== Task requirements ==
Would you copy the entries that follow exactly, leaving out every picture?

Collected data entries
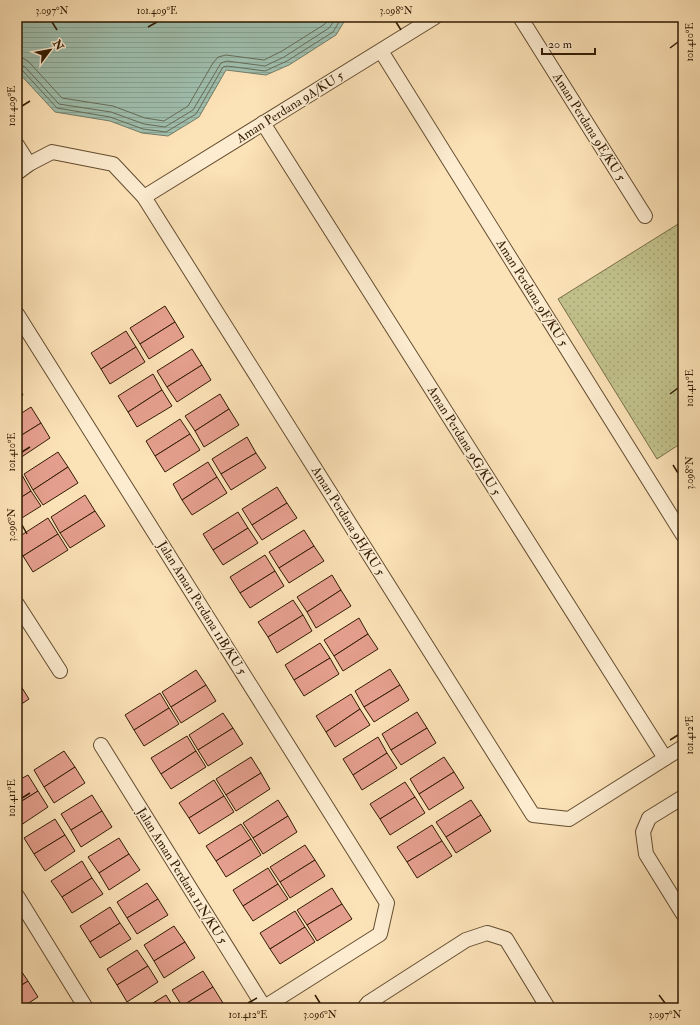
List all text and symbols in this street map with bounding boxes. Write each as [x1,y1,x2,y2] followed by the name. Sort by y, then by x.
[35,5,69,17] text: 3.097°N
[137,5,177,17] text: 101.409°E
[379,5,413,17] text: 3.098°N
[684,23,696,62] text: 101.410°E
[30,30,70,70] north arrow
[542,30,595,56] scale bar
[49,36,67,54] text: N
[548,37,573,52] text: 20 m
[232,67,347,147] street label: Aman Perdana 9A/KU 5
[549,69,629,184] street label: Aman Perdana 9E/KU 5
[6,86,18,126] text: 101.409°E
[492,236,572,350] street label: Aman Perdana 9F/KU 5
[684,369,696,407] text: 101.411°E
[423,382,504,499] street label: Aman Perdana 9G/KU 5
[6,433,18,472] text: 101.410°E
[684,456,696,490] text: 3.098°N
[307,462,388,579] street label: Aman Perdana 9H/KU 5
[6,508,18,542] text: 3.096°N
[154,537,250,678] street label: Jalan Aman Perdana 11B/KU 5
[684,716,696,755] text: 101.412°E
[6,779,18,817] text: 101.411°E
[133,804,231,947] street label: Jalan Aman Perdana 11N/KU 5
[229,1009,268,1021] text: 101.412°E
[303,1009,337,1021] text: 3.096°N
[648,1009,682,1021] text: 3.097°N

== Expected output ==
List all text and symbols in this street map with bounding boxes. Write each as [x1,y1,x2,y2] followed by the name. Sort by y, then by x.
[35,5,69,17] text: 3.097°N
[137,5,177,17] text: 101.409°E
[379,5,413,17] text: 3.098°N
[684,23,696,62] text: 101.410°E
[30,30,70,70] north arrow
[542,30,595,56] scale bar
[49,36,67,54] text: N
[548,37,573,52] text: 20 m
[232,67,347,147] street label: Aman Perdana 9A/KU 5
[549,69,629,184] street label: Aman Perdana 9E/KU 5
[6,86,18,126] text: 101.409°E
[492,236,572,350] street label: Aman Perdana 9F/KU 5
[684,369,696,407] text: 101.411°E
[423,382,504,499] street label: Aman Perdana 9G/KU 5
[6,433,18,472] text: 101.410°E
[684,456,696,490] text: 3.098°N
[307,462,388,579] street label: Aman Perdana 9H/KU 5
[6,508,18,542] text: 3.096°N
[154,537,250,678] street label: Jalan Aman Perdana 11B/KU 5
[684,716,696,755] text: 101.412°E
[6,779,18,817] text: 101.411°E
[133,804,231,947] street label: Jalan Aman Perdana 11N/KU 5
[229,1009,268,1021] text: 101.412°E
[303,1009,337,1021] text: 3.096°N
[648,1009,682,1021] text: 3.097°N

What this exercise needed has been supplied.